Is This a Correction or a Ceiling?

The answer is: it depends on what we're talking about.

For AI replacing human labor — the grand thesis that drove $740 billion in global tech CapEx this year — the numbers don't work yet. When Nvidia's own VP says his compute bill exceeds his salary bill, the unit economics of AI-for-human-replacement are in negative territory. That could change as costs fall and capabilities improve, but it hasn't changed yet.

For AI as a productivity multiplier for knowledge workers — the thesis is still intact, but it needs financial discipline. The companies that win will be the ones that measure ROI in outcomes, not token counts. The Business Insider piece on the emerging "AI caste system" captured the risk: teams with big AI budgets will look like the best ideas because they had resources, not because they had merit. Sunk-cost fallacy looms large.

For the frontier API business model — this is the most interesting question. The enterprise pullback is happening on the consumption side while the providers are simultaneously burning cash and heading toward public markets.
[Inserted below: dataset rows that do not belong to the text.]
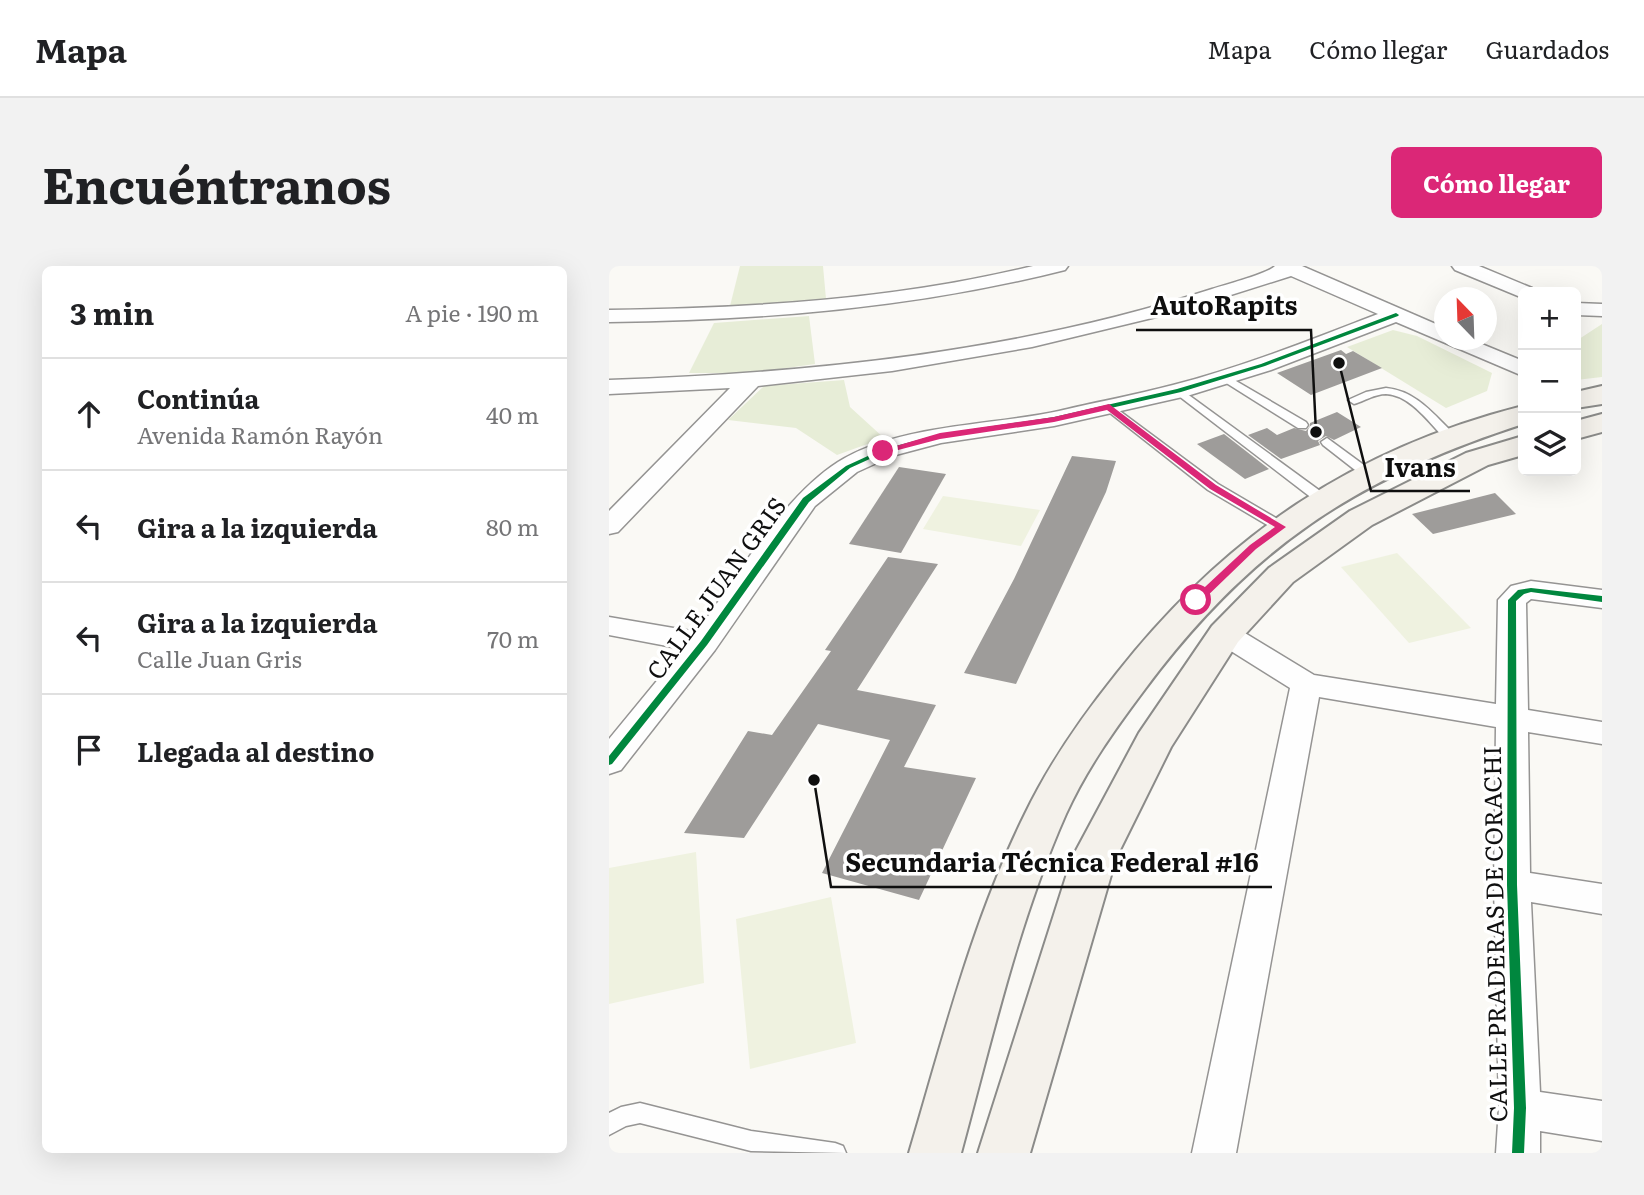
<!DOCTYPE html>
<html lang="es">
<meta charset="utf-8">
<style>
body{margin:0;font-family:Literata,serif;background:#f2f2f2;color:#202124}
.controls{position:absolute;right:21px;top:21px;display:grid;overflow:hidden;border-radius:10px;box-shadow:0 7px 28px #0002}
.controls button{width:63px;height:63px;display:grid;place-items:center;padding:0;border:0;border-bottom:2px solid #e0e0e0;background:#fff;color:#202124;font:35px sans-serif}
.compass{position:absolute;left:825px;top:21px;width:63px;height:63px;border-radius:50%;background:#fff;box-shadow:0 7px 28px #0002;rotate:337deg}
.stop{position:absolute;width:21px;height:21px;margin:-16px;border:5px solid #db2777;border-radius:50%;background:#fff}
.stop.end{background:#db2777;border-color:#fff;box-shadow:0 2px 7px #0008}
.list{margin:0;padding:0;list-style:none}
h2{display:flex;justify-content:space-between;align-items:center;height:91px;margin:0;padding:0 28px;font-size:30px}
h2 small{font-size:23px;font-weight:400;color:#757577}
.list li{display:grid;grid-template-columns:46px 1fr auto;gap:21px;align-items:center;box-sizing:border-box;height:112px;padding:0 28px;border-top:2px solid #e0e0e0}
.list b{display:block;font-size:26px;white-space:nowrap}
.list p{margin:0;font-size:23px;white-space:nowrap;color:#757577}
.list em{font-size:23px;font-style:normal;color:#757577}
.icon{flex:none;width:38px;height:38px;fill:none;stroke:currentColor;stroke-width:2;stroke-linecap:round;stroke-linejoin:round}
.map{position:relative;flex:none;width:993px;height:887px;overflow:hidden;border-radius:10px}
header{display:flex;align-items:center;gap:42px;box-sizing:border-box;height:98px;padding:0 35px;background:#fff;border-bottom:2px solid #e0e0e0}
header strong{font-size:33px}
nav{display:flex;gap:38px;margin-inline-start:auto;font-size:24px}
.intro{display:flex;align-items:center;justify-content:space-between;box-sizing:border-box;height:168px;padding:0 42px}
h1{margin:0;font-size:49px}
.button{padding:18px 32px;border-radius:10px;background:#db2777;color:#fff;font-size:24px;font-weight:700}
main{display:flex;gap:42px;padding:0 42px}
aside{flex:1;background:#fff;border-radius:10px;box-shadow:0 7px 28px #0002}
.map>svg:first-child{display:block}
.green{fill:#e7edd7}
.pitch{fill:#eff2e0}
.building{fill:#9e9c9a}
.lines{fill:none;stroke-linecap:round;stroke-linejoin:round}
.lane-casing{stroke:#959493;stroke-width:3}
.street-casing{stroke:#959493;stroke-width:3}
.secondary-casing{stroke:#8b8b89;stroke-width:4}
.lane{fill:#fefefe;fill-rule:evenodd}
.street{fill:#fefefe;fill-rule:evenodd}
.secondary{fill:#f4f1eb;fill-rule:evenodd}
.cycleway-casing{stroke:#fff;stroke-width:4}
.cycleway{fill:#00873e;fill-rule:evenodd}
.route{fill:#db2777}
.labels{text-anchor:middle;stroke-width:7;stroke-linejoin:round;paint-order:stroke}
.street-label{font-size:24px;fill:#0f0f0f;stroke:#fff}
.leader{fill:none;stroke:#0f0f0f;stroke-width:2.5}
.callout-dot{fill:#0f0f0f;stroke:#fff;stroke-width:2.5}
.callout-label{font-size:26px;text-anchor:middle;font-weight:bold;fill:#0f0f0f;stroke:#fff;stroke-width:7;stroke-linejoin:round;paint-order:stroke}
</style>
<header>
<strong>Mapa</strong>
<nav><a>Mapa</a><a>Cómo llegar</a><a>Guardados</a></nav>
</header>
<div class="intro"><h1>Encuéntranos</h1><a class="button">Cómo llegar</a></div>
<main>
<aside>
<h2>3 min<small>A pie · 190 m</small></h2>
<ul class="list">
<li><svg class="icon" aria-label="ahead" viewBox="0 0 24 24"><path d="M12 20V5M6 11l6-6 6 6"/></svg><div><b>Continúa</b><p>Avenida Ramón Rayón</p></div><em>40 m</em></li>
<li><svg class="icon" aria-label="left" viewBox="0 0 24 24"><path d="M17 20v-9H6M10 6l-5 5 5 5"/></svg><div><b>Gira a la izquierda</b></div><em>80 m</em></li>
<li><svg class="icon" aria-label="left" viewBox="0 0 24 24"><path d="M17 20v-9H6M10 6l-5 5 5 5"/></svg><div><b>Gira a la izquierda</b><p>Calle Juan Gris</p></div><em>70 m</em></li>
<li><svg class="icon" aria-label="arrive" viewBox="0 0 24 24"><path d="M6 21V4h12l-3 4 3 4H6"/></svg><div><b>Llegada al destino</b></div></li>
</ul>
</aside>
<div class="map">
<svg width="993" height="887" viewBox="0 0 993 887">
<rect width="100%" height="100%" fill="#faf9f5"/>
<g class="green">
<path d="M131,0H214L217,33L121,40Z"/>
<path d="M200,50L206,98L143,107H80L105,57Z"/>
<path d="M993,58V111L967,114V75Z"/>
<path d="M784,64L808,70L883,107L878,125L837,142L738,81Z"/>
<path d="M235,114L241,141L275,172L228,189L187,162L119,154L155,120Z"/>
</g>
<g class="pitch">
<path d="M334,230L431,244L412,280L314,263Z"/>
<path d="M788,287L862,362L800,377L732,301Z"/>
<path d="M87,586L95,717L0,738V602Z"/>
<path d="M222,631L247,777L141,803L127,653Z"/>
</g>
<g class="building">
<path d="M732,84L737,88L744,85L773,102L702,129L668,107Z"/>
<path d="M728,146L752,161L725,174L717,170L709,175L711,179L672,193L639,169L658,162L668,169L685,162L697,165L701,160V157Z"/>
<path d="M615,168L660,203L636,213L588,178Z"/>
<path d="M463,190L507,195L497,226L407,418L355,407L405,313Z"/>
<path d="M290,201L337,208L292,287L240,278Z"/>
<path d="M886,227L907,248L824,268L803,248Z"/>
<path d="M279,291L329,298L248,424L327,439L295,501L367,512L310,634L213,607L281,474L209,458L135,572L75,567L139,465L163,469L222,385L216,384Z"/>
</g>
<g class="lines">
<defs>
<g id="lane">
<path d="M615,108L697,156L699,159L697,162H689L611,113V109Z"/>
<path d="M570,122L718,230V236H708L566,127L564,125Z"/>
<path d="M777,122C808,125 825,149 846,169V175H838C822,159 802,129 777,128C766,128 755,135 745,138L739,134L757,126Z"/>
<path d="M500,137L609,218L677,258V264H667L599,224L496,143V139Z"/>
<path d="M718,172L763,205V211H755L714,179L712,176Z"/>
<path d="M31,837L142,865L226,877L234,880L237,887L142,885L31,857L17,860L0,869V847L12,841Z"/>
</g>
<g id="street">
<path d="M424,0H459L456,4C306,42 155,54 0,56V44C142,42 285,34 424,0Z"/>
<path d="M666,0H693L836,62V74H863L914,95V110L787,56L662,104L578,130L445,160L332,177L283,190L248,206L206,240L106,384L12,504L0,508V473L74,383L0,369V351L88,366C127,312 173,232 229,196C290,158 381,160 450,145C488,136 526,129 564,119C634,101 701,74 769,48L682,10L568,46L423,81L283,105L149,120L9,266L0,268V245L121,122L0,128V114C203,107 409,86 603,23C618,18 658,8 666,0Z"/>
<path d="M843,0H870L923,22L926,26H914V32L909,30L846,4Z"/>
<path d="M967,37L993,38V50L967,49Z"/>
<path d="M922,315L993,324V342L922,333L917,337L919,444L993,456V478L919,466L921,607L993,618V648L922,636L931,826L993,835V875L931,865V887H887L890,842L885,619L887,461L710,431L627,887H583L681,422L606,375L601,368L606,361L616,358L626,361L705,409L887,438L889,334L902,320Z"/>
</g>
<g id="secondary">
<path d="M993,120V138L967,142V126Z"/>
<path d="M914,140V158C747,212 642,281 536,423C506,463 478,502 457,548C409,656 383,773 352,887H300C334,773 363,655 416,548C441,496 472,452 508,407C616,270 744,183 914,140Z"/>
<path d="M993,148V166L967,173V155Z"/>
<path d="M914,170V189L879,199L763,259L684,316L629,376L562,481L507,592L421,887H369L463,592L530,467L603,360L660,302L741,245L857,187Z"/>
</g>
</defs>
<use href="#lane" class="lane-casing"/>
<use href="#street" class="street-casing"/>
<use href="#secondary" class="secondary-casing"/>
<use href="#lane" class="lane"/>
<use href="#street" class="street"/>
<use href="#secondary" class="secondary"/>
<defs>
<g id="cycleway">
<path d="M787,47L790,49L789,50L656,100L572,126L445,155L331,172L276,186L241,202L200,236L98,379L3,498L0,499V490L92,375L194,232L237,200L272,184L331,168L445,151L568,123L652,98Z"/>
<path d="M922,322L993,330V336L922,326L915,328L907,335L908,619L917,842L915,887H903L905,842L898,619L899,334L909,324Z"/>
</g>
</defs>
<use href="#cycleway" class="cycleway-casing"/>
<use href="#cycleway" class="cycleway"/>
</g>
<path class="route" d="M500,138L607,219L677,261L647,283L591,337L582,334L641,279L666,261L601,223L498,144L445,156L331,173L274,188L270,185L331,167L445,151Z"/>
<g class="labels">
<g class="street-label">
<text transform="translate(108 323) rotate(-54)" y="8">CALLE JUAN GRIS</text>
<text transform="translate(887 668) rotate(-91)" y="8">CALLE PRADERAS DE CORACHI</text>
</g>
</g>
<path class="leader" d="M707 166L702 64H527M730 97L762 225H861M205 514L222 621H663"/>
<g class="callout-dot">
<circle cx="707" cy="166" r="7"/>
<circle cx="730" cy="97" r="7"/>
<circle cx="205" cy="514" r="7"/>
</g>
<g class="callout-label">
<text x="615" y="49">AutoRapits</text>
<text x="811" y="211">Ivans</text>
<text x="443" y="606">Secundaria Técnica Federal #16</text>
</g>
</svg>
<div class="controls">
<button>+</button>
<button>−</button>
<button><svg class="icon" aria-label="layers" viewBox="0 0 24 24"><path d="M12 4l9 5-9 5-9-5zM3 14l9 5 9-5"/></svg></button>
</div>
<svg class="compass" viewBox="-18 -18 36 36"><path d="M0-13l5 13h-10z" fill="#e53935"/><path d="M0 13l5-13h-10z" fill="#757577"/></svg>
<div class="stop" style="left:587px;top:334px"></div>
<div class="stop end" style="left:274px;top:185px"></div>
</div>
</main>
Something has to give. Either costs come down dramatically (which the providers can't afford), or value delivery improves dramatically (which the models haven't done yet), or we're entering a period of contraction in the API market that benefits open-weight alternatives.

The Bottom Line

The FT story isn't a surprise to anyone who's been watching the financials. The surprise is that it took this long to spill into public view.

Enterprise AI spending has gone from "all you can eat" to "actually, can we see the menu?" in about six months. The tokenmaxxing era is over. What comes next will be defined not by who can burn the most tokens, but by who can extract the most value per token.
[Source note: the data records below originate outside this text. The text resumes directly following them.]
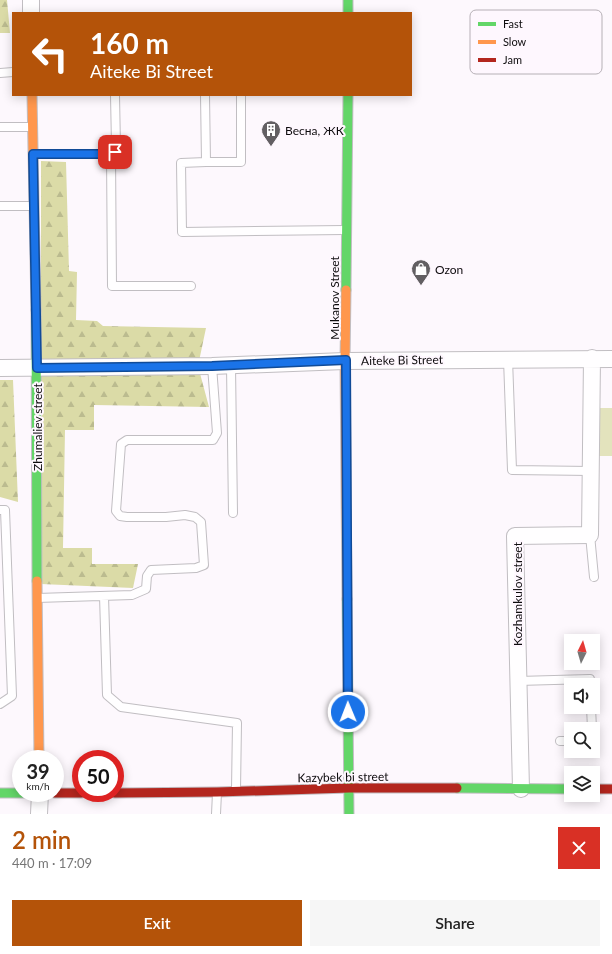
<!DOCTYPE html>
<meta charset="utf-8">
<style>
body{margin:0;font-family:Lato,sans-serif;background:#f6f6f6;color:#222;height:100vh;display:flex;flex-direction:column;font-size:15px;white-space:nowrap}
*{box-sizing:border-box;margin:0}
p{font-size:13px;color:#767676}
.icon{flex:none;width:22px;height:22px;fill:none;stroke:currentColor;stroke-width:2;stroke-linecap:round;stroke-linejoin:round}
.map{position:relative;height:814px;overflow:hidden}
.details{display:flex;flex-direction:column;background:#fff;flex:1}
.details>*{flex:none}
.banner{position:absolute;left:12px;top:12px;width:400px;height:84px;border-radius:0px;box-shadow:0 2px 10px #0003;background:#b45309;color:#fff;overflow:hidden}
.needle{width:26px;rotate:5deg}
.fabs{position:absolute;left:564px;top:634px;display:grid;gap:8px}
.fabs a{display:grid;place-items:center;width:36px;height:36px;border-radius:0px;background:#fff;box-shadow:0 2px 10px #0003;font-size:20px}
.speed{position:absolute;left:12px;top:750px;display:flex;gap:8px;font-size:20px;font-weight:700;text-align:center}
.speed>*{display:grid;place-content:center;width:52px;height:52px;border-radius:50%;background:#fff;box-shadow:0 2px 10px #0003;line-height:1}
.speed small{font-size:10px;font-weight:400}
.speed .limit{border:6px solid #d22;background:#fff;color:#111}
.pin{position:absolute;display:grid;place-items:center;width:34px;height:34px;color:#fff;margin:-17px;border-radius:8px;box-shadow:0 2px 6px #0006}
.me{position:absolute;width:44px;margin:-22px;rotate:359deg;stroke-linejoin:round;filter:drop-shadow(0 0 3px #0008)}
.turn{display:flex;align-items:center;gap:14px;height:84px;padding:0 12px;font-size:18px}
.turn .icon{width:52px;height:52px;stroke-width:2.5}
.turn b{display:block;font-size:28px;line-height:34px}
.round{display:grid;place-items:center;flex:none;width:42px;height:42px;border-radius:0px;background:#f6f6f6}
.head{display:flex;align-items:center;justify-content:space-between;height:68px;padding:0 12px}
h1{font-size:24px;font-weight:600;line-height:30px;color:#b45309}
.cta{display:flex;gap:8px;margin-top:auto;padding:8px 12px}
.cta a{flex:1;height:46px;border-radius:0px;background:#b45309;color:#fff;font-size:16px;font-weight:600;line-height:46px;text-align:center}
.cta a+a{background:#f6f6f6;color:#222}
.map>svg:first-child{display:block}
.forest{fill:url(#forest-firs)}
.garden{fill:#e3e3bd}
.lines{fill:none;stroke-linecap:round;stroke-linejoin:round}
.lane-casing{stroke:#c1bec2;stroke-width:10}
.street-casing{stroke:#c1bec2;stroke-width:18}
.fast-casing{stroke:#c1bec2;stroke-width:11}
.slow-casing{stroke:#c1bec2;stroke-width:11}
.jam-casing{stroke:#c1bec2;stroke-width:11}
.lane{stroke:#fffeff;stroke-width:8}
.street{stroke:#fffeff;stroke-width:16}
.fast{stroke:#63d668;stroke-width:9}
.slow{stroke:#ff974d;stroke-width:9}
.jam{stroke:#b3261e;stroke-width:9}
.route-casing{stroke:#114b97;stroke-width:10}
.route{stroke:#1a73e8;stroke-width:7}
.labels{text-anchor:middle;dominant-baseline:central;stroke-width:4;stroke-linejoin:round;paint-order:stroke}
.poi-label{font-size:12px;fill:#0e0c0e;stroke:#fef7fe;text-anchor:start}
.street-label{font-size:12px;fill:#0e0c0e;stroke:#fef7fe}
.key{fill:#fef7fe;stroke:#b6b0b6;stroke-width:1}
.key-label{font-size:11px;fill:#0e0c0e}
</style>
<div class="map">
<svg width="612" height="814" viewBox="0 0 612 814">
<defs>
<pattern id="forest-firs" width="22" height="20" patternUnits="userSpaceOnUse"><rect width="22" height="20" fill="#dbdba7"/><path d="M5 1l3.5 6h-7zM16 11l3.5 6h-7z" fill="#bbbb8f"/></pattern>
</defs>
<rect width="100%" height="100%" fill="#fdf8fd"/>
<!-- forest -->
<path class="forest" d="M 0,0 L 7,0 L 10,33 L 0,33 Z
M 41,161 L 66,162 L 69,271 L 77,272 L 76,320 L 97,321 L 103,326 L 206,328 L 198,366 L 209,407 L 94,405 L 94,430 L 65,430 L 63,548 L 92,548 L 92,564 L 138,564 L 133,588 L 41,584 Z
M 0,380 L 13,380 L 18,502 L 0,497 Z"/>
<!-- garden -->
<path class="garden" d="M 598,408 L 612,408 L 612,456 L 598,456 Z"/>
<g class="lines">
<defs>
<path id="lane" d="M 0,73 L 13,72
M 205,95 L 206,162 L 181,163 L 182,232 L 345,230
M 0,127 L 32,127
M 33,154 L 111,154 L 115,152 L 116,146 L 115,95
M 111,154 L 112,286 L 191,286
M 206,162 L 241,162 L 241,95
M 0,206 L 33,206
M 508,359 L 512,470 L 591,471
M 231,366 L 233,513
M 0,510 L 5,510 L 12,696 L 0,704
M 590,535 L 594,577
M 104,596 L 107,695 L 121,707 L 237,723 L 236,790
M 37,598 L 132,595 L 146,589 L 147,576 L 151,570 L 196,568 L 204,565 L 201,522 L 195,517 L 185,515 L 166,517 L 127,517 L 120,516 L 116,511 L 121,444 L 127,440 L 213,440 L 217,433 L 212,366
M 518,681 L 590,679 L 591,685
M 591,707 L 592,729
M 560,741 L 571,741
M 216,814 L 217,793"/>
<path id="street" d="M 31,0 L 31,13
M 0,368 L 212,366 L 345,361 L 612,359
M 521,789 L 515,536 L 590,535 L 592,358
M 39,814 L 40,793"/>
<path id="fast" d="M 348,0 L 348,13
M 346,290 L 348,95
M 36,310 L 37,581
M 347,599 L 349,814
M 457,788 L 571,789
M 0,793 L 46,793"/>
<path id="slow" d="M 32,95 L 36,310
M 346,290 L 345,361 L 347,599
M 37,581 L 39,759"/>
<path id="jam" d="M 593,789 L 612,789
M 55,793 L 81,793
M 115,793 L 217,792 L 349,788 L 457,788"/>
</defs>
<!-- lane casing -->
<use href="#lane" class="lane-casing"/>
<!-- street casing -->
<use href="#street" class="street-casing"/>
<!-- fast casing -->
<use href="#fast" class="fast-casing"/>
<!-- slow casing -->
<use href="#slow" class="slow-casing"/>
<!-- jam casing -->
<use href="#jam" class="jam-casing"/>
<!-- lane -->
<use href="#lane" class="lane"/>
<!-- street -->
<use href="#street" class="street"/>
<!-- fast -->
<use href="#fast" class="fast"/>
<!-- slow -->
<use href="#slow" class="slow"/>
<!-- jam -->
<use href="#jam" class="jam"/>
</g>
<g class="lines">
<defs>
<path id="route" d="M 115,152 L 111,154 L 33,154 L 37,368 L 212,366 L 346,360 L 348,712"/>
</defs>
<!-- route casing -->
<use href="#route" class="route-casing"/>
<!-- route -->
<use href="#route" class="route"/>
</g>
<!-- icons -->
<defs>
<symbol id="building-pin" viewBox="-11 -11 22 30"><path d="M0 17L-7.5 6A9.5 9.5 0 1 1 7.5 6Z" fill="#625f62" stroke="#fef7fe"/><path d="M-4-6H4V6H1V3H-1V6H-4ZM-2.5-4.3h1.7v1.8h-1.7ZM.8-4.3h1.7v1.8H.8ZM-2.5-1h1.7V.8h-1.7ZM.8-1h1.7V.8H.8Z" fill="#fff"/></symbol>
<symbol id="shop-pin" viewBox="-11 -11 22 30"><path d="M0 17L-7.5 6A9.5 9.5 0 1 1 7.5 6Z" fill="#625f62" stroke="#fef7fe"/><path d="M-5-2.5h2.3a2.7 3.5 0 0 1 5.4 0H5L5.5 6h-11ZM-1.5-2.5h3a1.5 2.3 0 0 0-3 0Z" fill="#fff"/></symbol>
</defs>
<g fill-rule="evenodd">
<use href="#building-pin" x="260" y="119" width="22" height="30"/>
<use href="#shop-pin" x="410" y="258" width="22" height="30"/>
</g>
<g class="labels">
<!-- poi labels -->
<g class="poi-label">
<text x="285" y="130">Весна, ЖК</text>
<text x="435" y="269">Ozon</text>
</g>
<!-- street labels -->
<g class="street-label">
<text transform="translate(334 298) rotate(-90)">Mukanov Street</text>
<text transform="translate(402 360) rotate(-1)">Aiteke Bi Street</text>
<text transform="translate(37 427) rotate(-90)">Zhumaliev street</text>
<text transform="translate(517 594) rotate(-90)">Kozhamkulov street</text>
<text transform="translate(343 777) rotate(-1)">Kazybek bi street</text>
</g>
</g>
<!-- legend -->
<rect x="470" y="10" width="132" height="64" rx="6" class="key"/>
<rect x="478" y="22" width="18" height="4" fill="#63d668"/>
<rect x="478" y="40" width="18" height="4" fill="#ff974d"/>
<rect x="478" y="58" width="18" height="4" fill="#b3261e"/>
<g class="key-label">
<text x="503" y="28">Fast</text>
<text x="503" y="46">Slow</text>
<text x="503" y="64">Jam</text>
</g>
</svg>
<div class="fabs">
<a><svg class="needle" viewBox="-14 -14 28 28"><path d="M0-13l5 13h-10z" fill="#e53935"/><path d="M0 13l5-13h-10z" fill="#767676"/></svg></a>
<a><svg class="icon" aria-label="sound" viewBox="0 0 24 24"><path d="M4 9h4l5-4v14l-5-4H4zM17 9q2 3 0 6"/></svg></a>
<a><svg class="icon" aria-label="search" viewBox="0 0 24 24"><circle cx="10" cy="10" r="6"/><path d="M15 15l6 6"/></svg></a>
<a><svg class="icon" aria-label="layers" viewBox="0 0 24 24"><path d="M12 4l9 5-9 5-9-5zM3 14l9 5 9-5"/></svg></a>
</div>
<div class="speed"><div>39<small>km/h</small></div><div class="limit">50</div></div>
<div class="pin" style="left:115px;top:152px;background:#d93025"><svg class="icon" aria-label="arrive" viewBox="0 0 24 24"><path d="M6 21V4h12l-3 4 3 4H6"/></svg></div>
<svg class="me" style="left:348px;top:712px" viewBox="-20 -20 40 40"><circle r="17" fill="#1a73e8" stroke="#fff" stroke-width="3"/><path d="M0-11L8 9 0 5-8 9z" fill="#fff"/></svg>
<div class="banner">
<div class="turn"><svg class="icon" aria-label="left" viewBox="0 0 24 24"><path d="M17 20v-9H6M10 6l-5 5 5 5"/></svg><div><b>160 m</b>Aiteke Bi Street</div></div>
</div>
</div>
<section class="details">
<div class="head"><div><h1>2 min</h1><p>440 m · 17:09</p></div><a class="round" style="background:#d93025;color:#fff"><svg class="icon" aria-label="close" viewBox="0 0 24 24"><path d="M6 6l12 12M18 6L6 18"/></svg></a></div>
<div class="cta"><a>Exit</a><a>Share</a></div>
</section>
That's a healthier dynamic for the industry in the long run. But it's going to be painful for companies that built their strategies on cheap, unlimited AI — because that world just ended, and the bill collectors are knocking.

This story was triggered by the Financial Times report "'We created a monster': companies rein in AI usage as costs strain budgets" (June 18, 2026). Supporting data from the Economist (June 14), Fortune (May 22), Forbes (May 27), Axios (May 28), and Business Insider (June 12).